- **GOAL OF THE EXERCISE**: How many lines in the entries below contain the word "stream"? Answer with the number and nothing else.

*** Opening INFORMATION SHOWN ***

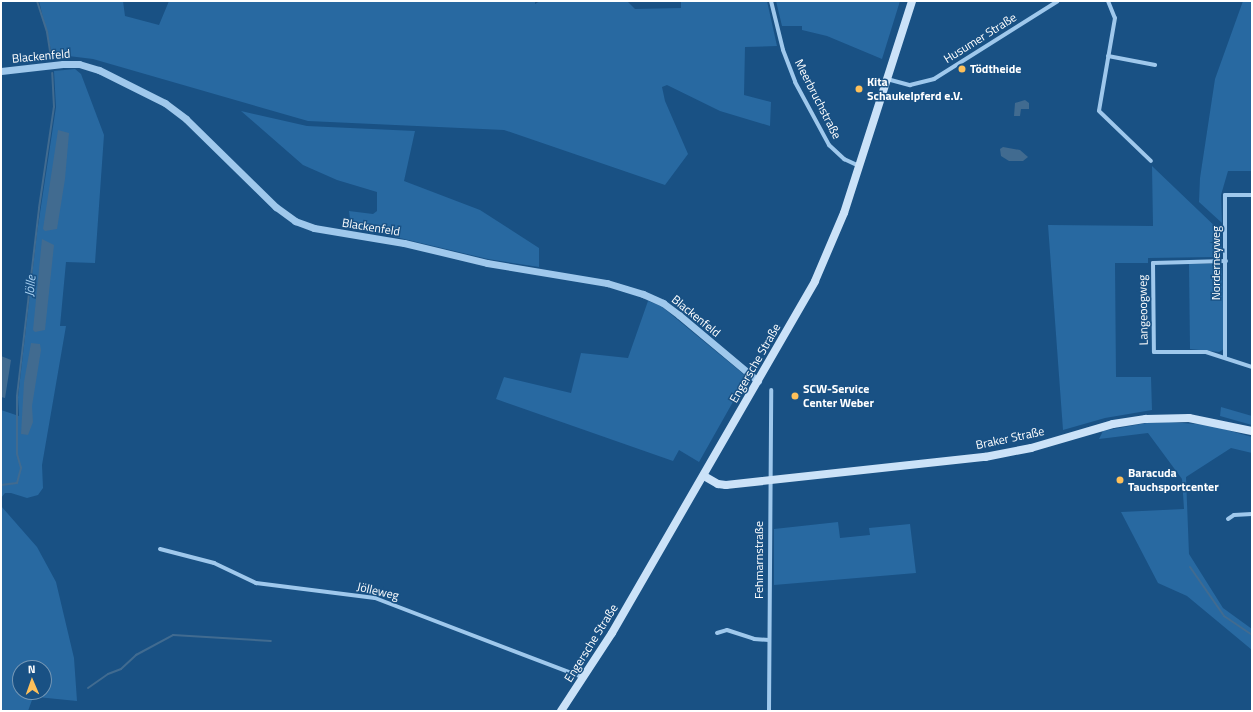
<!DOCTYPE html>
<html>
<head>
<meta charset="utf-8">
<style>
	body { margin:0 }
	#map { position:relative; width:1253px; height:712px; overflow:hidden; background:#195184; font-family:"Titillium Web",sans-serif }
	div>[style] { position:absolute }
	.green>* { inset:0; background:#2869a1 }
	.water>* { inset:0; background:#416b90 }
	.stream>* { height:2px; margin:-1px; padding:0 1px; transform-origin:1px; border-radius:1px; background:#416b90 }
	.minor>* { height:4px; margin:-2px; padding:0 2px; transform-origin:2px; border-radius:2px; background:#9fc8ec }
	.tertiary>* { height:7px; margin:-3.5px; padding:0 3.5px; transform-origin:3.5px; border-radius:3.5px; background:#9fc8ec }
	.secondary>* { height:8px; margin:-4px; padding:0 4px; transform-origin:4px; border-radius:4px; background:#cbe2f8 }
	.dots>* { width:11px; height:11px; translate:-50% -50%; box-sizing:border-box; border:2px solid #195184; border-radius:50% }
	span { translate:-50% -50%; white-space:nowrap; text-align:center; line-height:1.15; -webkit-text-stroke:3px #195184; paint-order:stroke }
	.street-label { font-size:12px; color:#fff }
	.poi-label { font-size:12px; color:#fff; font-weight:700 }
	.left { translate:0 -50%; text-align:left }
	.water-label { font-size:13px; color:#aad2f3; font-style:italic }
	.frame { position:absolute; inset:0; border:2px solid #fff; pointer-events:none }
	.north { position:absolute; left:12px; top:660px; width:40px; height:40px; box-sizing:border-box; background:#195184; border:1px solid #7597b5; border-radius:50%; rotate:358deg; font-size:11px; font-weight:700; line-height:16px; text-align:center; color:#fff }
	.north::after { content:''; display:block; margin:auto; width:14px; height:18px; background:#fec05a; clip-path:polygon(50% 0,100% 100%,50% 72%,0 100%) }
</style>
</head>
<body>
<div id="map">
	<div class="green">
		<div style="clip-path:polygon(39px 1px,123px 1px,125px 16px,159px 25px,169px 1px,535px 1px,535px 4px,540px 1px,627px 1px,635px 9px,681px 8px,681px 1px,767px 1px,777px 46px,745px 47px,744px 95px,771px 102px,770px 126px,720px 111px,667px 85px,662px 87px,665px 101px,688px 154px,665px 185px,504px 130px,308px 121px,93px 59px,52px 54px)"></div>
		<div style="clip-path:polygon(776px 1px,900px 1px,882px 59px,827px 36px,802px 30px,802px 26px,782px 26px)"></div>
		<div style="clip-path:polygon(1243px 1px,1252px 1px,1252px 171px,1228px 171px,1221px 195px,1222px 223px,1199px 202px,1200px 178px,1215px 79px)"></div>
		<div style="clip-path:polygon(75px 69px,81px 74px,104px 135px,95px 263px,66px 262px,60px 326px,66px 326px,42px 465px,43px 488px,38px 495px,27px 498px,11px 493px,5px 493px,1px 498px,1px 410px,19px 416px,18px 397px,37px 233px,56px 107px,54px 71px)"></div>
		<div style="clip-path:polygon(241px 111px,307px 126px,415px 131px,404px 181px,480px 210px,539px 248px,539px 267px,488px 259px,358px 228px,350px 219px,349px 211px,373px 214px,377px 211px,377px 192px,337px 180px,303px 165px)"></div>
		<div style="clip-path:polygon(1152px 166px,1221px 232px,1222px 252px,1217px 257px,1148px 258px,1148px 263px,1115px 263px,1116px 377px,1151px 377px,1152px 410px,1105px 418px,1063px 430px,1048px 225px,1153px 226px)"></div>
		<div style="clip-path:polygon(1189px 264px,1214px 264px,1222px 268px,1224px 349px,1219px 352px,1190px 349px)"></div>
		<div style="clip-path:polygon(648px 301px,661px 306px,747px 377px,699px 462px,679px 450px,673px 461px,496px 399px,504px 377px,571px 393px,581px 353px,628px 358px)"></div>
		<div style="clip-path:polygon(1221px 407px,1252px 416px,1252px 425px,1220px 416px)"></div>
		<div style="clip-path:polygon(1169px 422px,1209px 425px,1252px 437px,1252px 453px,1231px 448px,1186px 477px,1189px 554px,1223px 608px,1252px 629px,1252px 650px,1187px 596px,1158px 583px,1121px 512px,1184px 509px,1182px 479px,1148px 433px,1099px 439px,1103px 431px,1146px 423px)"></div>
		<div style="clip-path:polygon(evenodd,1px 506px,37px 547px,56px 582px,74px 658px,77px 701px,37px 697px,32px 700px,28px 711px,1px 711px,1px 506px,20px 668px,44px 668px,44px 692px,20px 692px,20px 668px)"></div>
		<div style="clip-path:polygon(838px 522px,840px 538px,870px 535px,869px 528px,910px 524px,916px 573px,774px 585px,774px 529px)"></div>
	</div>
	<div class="water">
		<div style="clip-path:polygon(1025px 100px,1029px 103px,1029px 109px,1021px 109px,1020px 116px,1014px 116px,1015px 103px)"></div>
		<div style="clip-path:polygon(58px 130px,69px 133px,65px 179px,57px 229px,45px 231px,43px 229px)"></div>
		<div style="clip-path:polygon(1003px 147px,1020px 150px,1028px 157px,1023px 161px,1009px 161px,1001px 156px,1000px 149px)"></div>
		<div style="clip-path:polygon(42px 239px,54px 245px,45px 330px,35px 332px,33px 330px)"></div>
		<div style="clip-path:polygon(31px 343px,40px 344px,41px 350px,32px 406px,33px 422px,28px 435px,21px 434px,24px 382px)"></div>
		<div style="clip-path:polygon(1px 356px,11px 360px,5px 398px,1px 397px)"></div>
	</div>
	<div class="stream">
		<div style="left:37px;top:1px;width:33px;rotate:72deg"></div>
		<div style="left:47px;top:32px;width:25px;rotate:81deg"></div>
		<div style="left:1px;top:485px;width:16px;rotate:-7deg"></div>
		<div style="left:17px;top:483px;width:16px;rotate:-75deg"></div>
		<div style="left:21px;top:468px;width:15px;rotate:-106deg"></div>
		<div style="left:17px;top:454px;width:58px;rotate:-90deg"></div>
		<div style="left:17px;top:396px;width:189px;rotate:-83.3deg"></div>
		<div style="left:39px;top:208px;width:102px;rotate:-81.6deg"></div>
		<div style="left:54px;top:107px;width:34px;rotate:-93deg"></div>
		<div style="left:1190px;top:567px;width:60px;rotate:55.2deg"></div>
		<div style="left:1224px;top:616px;width:34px;rotate:34deg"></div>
		<div style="left:88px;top:688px;width:24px;rotate:-35deg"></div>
		<div style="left:108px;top:674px;width:14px;rotate:-21deg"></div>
		<div style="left:121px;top:669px;width:21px;rotate:-43deg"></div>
		<div style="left:136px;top:655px;width:42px;rotate:-28.4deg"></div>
		<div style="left:173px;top:635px;width:98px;rotate:3.5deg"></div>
	</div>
	<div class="minor">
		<div style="left:771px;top:1px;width:50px;rotate:76.2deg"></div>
		<div style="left:783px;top:50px;width:34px;rotate:69deg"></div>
		<div style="left:795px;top:82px;width:72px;rotate:61.6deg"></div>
		<div style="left:829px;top:145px;width:21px;rotate:43deg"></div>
		<div style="left:844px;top:159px;width:17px;rotate:25deg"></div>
		<div style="left:1108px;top:1px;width:18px;rotate:68deg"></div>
		<div style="left:1115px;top:18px;width:94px;rotate:99.8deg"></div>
		<div style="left:1099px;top:111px;width:72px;rotate:43.9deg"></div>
		<div style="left:1108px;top:56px;width:48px;rotate:10.8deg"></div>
		<div style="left:887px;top:79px;width:24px;rotate:15deg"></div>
		<div style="left:910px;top:85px;width:25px;rotate:-14deg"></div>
		<div style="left:934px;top:79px;width:146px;rotate:-32.2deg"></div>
		<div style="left:1226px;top:261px;width:73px;rotate:178.4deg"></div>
		<div style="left:1153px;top:263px;width:89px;rotate:89.4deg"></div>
		<div style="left:1154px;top:352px;width:52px"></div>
		<div style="left:1206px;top:352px;width:48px;rotate:18.1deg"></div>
		<div style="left:1225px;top:357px;width:162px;rotate:-90deg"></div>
		<div style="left:1225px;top:195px;width:27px"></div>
		<div style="left:1228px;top:519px;width:7px;rotate:-34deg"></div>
		<div style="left:1234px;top:515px;width:18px;rotate:-3deg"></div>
		<div style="left:160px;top:549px;width:56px;rotate:14.5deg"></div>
		<div style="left:214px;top:563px;width:47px;rotate:25.5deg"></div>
		<div style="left:256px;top:583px;width:120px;rotate:7.2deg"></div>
		<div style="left:375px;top:598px;width:224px;rotate:20.9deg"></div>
		<div style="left:717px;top:633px;width:10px;rotate:-17deg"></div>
		<div style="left:727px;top:630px;width:28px;rotate:18deg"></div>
		<div style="left:754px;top:639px;width:15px;rotate:4deg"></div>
		<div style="left:769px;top:711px;width:321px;rotate:-89.6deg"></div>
	</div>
	<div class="tertiary">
		<div style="left:1px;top:71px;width:62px;rotate:-6.4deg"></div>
		<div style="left:63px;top:64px;width:16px"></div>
		<div style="left:79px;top:64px;width:21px;rotate:17deg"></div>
		<div style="left:99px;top:70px;width:74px;rotate:26.6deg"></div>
		<div style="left:165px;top:103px;width:26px;rotate:37deg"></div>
		<div style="left:186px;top:119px;width:126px;rotate:44.4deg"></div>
		<div style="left:276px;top:207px;width:24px;rotate:36deg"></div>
		<div style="left:295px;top:221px;width:20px;rotate:20deg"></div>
		<div style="left:314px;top:228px;width:91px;rotate:9.5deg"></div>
		<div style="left:404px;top:243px;width:85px;rotate:13.5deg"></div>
		<div style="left:487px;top:263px;width:122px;rotate:9.5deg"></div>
		<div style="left:607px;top:283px;width:38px;rotate:17deg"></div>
		<div style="left:643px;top:294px;width:22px;rotate:24deg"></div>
		<div style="left:663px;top:303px;width:20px;rotate:37deg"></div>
		<div style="left:679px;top:315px;width:103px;rotate:39.9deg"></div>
	</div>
	<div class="secondary">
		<div style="left:704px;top:476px;width:16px;rotate:30deg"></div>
		<div style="left:718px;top:484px;width:8px;rotate:7deg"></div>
		<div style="left:726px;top:485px;width:261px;rotate:-6.2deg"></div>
		<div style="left:985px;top:457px;width:47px;rotate:-11.1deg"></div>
		<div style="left:1031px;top:448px;width:85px;rotate:-16.3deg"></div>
		<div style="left:1113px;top:424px;width:33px;rotate:-9deg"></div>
		<div style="left:1146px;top:419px;width:43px;rotate:-1.3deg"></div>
		<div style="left:1189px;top:418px;width:64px;rotate:11.7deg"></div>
		<div style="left:561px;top:711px;width:93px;rotate:-56.8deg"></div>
		<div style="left:612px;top:633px;width:406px;rotate:-60deg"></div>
		<div style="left:815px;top:281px;width:74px;rotate:-66.9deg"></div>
		<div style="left:844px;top:213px;width:223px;rotate:-72.2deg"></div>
	</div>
	<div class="dots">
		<div style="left:962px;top:69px;background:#fec05a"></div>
		<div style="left:859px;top:89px;background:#fec05a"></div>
		<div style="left:795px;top:396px;background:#fec05a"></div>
		<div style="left:1120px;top:480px;background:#fec05a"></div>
	</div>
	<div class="street-label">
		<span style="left:980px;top:38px;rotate:-32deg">Husumer Straße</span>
		<span style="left:41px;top:56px;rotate:-5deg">Blackenfeld</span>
		<span style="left:818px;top:99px;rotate:63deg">Meerbruchstraße</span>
		<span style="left:371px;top:227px;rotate:9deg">Blackenfeld</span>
		<span style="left:1216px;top:263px;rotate:-90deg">Norderneyweg</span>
		<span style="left:1143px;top:310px;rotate:-91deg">Langeoogweg</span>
		<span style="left:696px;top:316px;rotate:39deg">Blackenfeld</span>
		<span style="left:755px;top:363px;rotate:-60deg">Engersche Straße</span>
		<span style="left:1010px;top:438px;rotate:-12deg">Braker Straße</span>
		<span style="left:759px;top:560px;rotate:-90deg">Fehmarnstraße</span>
		<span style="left:378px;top:591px;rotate:13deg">Jölleweg</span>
		<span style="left:591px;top:643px;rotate:-58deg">Engersche Straße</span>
	</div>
	<div class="poi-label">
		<span class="left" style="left:970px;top:69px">Tödtheide</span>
		<span class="left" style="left:867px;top:89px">Kita<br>Schaukelpferd e.V.</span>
		<span class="left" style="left:803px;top:396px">SCW-Service<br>Center Weber</span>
		<span class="left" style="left:1128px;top:480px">Baracuda<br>Tauchsportcenter</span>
	</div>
	<div class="water-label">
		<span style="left:30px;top:286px;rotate:-84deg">Jölle</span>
	</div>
	<div class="frame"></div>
	<div class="north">N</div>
</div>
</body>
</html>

*** Closing INFORMATION SHOWN ***

- **RESULT**: 2